Another area where I feel we are at a disadvantage is in salary negotiations. Men use their networks to collect intel and negotiate a high salary. We must learn to do that too.
And bias is also within us. As women, we juggle many roles. When it comes to a choice between home and career, we compromise on the latter. It doesn’t have to be a choice. For this to happen, we need our leaders to understand, to give us opportunities and to enable the flexibility it will need. This flexibility is not a perk; it’s something that helps us bring value to the organization.
Organizations need to view flexibility as a long-term investment; it’s not a free ride for us. As hybrid workplaces become the norm, it will bring more women to the workforce, and we must adapt our strategy to make it work. Women need the right tools to be a part of the workforce. And organizations can help, by becoming an equal opportunity employer, whether in salary, in flexibility or opportunity.”
“Growing up, I was what one would call a “tomboy”. I had mostly male friends, I played soccer, I used to skateboard and I loved cars. I didn’t play with what society deemed “girl” toys nor did I dress like a “girl” I didn’t succumb to peer pressure and always forged my own path. At home, my father (a man of few words) was and is still one of my greatest supporters. My mother was and is always there for me, no matter what and without question. She taught me to learn from every experience, whether it be a positive or negative one. My younger sister and I were raised to be strong, assertive women and were never made to feel lesser because we were female.

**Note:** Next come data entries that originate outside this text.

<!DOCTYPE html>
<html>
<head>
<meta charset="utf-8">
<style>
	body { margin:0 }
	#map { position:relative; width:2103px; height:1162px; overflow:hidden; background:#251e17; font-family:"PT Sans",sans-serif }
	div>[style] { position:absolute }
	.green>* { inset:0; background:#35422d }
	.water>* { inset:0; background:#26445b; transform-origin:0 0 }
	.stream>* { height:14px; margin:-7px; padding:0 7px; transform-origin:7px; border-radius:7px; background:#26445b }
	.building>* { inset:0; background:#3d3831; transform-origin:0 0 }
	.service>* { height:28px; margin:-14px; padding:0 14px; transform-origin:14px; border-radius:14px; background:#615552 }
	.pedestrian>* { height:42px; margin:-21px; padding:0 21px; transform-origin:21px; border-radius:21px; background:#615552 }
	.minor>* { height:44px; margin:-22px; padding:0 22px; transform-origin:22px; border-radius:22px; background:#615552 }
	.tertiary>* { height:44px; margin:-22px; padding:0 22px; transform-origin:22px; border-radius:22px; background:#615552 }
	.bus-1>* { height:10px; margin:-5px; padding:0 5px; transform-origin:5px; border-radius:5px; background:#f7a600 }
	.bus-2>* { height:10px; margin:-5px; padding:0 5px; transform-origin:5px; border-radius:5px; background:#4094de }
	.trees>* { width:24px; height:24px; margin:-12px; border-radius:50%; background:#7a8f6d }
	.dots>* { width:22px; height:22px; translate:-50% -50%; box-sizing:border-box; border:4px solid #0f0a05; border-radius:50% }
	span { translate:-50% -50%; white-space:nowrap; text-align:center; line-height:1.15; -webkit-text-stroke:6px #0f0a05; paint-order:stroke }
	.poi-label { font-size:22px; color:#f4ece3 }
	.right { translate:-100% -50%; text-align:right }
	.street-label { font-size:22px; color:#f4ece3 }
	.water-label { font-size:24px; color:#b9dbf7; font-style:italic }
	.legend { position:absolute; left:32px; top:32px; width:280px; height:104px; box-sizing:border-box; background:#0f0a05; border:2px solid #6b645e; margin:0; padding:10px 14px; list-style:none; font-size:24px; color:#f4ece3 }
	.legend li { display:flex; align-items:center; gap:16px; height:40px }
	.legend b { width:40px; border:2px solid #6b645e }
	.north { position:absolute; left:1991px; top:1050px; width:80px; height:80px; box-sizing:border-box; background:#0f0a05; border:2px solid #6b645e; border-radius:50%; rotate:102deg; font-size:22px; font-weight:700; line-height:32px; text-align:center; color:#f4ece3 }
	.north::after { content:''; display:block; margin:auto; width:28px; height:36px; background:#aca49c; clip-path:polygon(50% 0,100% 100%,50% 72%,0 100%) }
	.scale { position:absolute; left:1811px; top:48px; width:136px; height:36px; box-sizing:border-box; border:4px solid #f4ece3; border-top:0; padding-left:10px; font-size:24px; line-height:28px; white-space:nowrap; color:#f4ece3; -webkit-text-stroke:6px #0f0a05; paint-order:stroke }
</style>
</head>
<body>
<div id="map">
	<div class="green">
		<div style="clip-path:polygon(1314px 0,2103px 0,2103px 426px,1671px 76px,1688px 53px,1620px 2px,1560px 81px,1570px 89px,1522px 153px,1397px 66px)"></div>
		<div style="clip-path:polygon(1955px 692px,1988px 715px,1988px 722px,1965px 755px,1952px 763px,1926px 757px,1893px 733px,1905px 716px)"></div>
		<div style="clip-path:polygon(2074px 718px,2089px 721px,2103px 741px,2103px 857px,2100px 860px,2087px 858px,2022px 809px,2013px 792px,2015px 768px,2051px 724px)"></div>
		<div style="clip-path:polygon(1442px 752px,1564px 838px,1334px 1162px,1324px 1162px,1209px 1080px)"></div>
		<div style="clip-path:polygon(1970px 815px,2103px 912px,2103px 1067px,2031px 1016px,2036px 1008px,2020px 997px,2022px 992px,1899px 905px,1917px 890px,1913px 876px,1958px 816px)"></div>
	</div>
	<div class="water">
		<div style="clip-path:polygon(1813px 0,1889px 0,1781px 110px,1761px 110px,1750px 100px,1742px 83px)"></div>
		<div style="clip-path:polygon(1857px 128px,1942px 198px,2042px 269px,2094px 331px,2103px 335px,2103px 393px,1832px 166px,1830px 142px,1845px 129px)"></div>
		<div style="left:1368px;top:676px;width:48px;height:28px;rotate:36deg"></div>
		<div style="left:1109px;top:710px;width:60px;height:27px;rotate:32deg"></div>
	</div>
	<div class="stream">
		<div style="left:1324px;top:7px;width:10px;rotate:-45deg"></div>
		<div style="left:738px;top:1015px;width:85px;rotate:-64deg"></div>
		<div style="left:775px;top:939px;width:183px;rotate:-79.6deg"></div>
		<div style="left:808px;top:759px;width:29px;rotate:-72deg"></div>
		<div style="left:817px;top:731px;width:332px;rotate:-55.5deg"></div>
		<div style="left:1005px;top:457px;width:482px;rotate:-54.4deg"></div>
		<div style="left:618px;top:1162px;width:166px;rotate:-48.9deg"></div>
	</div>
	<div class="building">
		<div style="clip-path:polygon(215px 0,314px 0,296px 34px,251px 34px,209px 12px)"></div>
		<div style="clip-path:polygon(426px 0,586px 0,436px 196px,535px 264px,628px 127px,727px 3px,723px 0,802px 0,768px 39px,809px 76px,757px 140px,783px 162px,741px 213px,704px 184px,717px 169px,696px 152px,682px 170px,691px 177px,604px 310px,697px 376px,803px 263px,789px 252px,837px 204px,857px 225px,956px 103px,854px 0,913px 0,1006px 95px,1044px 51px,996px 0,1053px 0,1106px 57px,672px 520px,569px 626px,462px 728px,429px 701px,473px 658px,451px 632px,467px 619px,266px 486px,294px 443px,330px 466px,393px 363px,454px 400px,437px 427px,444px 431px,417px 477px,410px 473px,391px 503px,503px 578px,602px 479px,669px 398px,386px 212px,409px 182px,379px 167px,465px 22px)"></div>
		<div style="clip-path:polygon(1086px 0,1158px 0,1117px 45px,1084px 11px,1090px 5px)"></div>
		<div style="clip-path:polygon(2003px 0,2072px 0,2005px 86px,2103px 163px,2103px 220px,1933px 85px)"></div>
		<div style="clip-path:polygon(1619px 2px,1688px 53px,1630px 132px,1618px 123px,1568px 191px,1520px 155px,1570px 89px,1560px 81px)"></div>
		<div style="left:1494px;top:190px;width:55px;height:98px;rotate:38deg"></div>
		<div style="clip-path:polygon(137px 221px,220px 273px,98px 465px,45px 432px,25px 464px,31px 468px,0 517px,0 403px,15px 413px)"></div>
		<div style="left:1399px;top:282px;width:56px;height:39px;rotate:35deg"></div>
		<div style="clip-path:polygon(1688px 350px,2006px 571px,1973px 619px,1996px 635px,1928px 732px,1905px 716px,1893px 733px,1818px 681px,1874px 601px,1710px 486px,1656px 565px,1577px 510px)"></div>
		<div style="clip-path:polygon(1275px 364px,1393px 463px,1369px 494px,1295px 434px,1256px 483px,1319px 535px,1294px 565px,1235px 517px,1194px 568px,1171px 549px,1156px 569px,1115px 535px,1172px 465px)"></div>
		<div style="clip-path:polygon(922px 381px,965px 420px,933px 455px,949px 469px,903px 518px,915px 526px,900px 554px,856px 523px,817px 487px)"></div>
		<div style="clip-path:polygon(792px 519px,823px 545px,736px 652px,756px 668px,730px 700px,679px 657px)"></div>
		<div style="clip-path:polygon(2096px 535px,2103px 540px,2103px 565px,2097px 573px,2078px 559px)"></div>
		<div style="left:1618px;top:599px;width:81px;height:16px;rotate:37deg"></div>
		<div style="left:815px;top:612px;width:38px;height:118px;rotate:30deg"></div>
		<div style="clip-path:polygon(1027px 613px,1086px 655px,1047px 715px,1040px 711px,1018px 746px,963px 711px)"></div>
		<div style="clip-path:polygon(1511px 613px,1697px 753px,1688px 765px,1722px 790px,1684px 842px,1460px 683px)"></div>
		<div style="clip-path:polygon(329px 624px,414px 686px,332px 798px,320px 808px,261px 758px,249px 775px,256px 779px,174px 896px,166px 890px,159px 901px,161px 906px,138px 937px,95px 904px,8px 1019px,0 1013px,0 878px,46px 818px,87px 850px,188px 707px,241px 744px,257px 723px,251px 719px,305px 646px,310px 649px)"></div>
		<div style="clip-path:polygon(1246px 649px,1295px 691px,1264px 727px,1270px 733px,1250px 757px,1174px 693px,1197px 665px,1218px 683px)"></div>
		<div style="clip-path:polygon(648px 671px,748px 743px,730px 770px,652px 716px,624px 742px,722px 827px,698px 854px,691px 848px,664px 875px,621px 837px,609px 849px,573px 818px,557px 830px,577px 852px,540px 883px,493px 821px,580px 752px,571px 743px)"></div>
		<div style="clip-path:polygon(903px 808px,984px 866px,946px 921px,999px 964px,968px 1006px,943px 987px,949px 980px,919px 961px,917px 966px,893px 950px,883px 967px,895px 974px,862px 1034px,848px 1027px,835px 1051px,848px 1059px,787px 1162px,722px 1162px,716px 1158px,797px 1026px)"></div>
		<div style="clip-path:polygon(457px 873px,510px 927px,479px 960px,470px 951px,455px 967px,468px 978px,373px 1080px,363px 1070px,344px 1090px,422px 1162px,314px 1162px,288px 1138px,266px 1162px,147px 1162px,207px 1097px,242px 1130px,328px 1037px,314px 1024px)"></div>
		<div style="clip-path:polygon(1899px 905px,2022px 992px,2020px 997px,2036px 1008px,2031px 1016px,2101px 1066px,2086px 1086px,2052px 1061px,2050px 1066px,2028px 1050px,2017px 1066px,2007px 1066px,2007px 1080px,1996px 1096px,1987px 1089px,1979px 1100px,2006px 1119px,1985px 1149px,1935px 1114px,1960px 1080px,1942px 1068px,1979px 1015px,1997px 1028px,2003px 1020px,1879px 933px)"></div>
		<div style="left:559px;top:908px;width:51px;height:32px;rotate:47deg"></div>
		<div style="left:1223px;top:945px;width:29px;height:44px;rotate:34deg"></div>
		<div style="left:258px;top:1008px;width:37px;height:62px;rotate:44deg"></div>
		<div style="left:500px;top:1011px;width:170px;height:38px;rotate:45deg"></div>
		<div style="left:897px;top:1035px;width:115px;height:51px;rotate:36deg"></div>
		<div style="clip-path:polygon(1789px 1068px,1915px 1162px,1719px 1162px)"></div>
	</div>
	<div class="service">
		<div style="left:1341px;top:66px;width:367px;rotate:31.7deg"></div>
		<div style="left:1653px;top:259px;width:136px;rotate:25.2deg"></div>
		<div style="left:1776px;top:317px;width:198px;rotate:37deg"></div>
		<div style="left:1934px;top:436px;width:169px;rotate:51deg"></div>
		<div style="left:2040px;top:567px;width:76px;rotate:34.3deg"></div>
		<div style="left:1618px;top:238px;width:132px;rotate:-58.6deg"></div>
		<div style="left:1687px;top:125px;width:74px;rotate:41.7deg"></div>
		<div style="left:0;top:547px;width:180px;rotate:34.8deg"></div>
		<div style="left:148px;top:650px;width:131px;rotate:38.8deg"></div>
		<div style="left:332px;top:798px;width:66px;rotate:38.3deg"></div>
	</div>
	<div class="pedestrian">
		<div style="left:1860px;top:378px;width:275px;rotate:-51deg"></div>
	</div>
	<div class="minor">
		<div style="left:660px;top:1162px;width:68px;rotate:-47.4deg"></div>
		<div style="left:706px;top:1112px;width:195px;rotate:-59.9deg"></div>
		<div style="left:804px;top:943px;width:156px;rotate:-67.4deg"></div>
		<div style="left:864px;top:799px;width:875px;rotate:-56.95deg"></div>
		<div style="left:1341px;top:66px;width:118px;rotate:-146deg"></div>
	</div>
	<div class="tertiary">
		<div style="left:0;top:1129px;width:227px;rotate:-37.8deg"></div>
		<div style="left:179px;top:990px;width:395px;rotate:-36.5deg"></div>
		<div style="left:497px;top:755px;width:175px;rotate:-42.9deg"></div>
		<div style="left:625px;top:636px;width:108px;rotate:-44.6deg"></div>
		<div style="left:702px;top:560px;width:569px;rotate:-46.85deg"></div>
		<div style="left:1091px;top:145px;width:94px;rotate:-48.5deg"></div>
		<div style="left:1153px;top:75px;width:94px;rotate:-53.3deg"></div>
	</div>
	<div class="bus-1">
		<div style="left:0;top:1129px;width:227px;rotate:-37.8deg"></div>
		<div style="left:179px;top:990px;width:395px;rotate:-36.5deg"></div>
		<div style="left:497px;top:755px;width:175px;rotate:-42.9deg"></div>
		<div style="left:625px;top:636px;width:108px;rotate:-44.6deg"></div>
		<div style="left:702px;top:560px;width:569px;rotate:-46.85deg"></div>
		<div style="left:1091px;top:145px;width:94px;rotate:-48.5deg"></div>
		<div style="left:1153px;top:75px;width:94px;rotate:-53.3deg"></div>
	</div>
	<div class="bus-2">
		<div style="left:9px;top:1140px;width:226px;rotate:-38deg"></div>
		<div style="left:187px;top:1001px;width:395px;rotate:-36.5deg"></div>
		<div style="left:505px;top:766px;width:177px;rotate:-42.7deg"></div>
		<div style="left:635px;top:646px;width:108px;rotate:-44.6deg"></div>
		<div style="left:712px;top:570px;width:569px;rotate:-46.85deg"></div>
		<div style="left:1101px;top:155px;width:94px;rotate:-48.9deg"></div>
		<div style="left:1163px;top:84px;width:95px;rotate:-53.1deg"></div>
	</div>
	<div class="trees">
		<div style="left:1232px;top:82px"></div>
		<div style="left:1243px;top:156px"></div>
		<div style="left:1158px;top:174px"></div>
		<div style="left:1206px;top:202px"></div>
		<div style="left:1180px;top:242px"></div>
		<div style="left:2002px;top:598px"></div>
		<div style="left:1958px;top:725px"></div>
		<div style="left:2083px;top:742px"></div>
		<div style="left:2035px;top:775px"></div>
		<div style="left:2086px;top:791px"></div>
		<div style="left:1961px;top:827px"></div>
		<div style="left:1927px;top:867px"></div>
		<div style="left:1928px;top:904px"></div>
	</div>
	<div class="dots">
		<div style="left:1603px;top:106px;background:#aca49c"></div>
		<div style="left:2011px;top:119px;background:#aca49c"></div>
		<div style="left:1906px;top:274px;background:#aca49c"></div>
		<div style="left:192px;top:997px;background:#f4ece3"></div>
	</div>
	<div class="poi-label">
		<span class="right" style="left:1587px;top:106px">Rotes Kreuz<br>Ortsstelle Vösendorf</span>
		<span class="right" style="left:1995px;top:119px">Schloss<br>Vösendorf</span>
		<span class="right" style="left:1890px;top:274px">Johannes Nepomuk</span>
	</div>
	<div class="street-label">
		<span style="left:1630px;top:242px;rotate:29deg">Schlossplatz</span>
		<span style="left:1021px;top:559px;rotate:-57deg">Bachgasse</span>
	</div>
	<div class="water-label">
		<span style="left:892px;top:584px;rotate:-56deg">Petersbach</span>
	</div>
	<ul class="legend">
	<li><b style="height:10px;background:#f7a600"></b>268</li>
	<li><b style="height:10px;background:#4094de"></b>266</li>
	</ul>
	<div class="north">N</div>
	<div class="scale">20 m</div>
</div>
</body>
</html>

I played soccer my entire life. An injury in college ended my career and I turned to coaching. I estimate that 95% of the coaches I came across were men, but it didn’t matter because I wanted to teach young girls to love the sport. I wanted to be a positive female role model - I coached them to be strong while also empathetic for their fellow teammates and opponents, to work hard and to recognize the power of teamwork and sportsmanship.
As a person, I am passionate, I am vocal and I am optimistic. And yet, it is impossible to be immune to bias. As I reflect, it’s interesting that barring my current manager, I have only had female managers. Having so many female managers has afforded me the opportunity to learn & grow from the examples they set. Women being supportive of other women is equally as important as it is for men to show their support.
Indegene is where I experienced my first male manager. Both he and his reporting manager (also male) have never made me feel as if I am being treated differently because I am a woman. They both have offered support, encouragement and wisdom. I also feel comfortable knowing I can be myself – I can show raw emotion in moments of stress and frustration without being judged. I always feel as if I am heard and with empathy and for that, I know I am very fortunate. Empathy is important, and it must be given to all, regardless of gender.
In moments where I need a reminder, I remember a text my dad sent me on the day of my promotional review: “Mesmerize them with your brilliance.” His pride in me coupled with the support from my mother, shows me that for everyone who thinks women can’t break boundaries, there are those who believe in our true potential regardless of our gender.”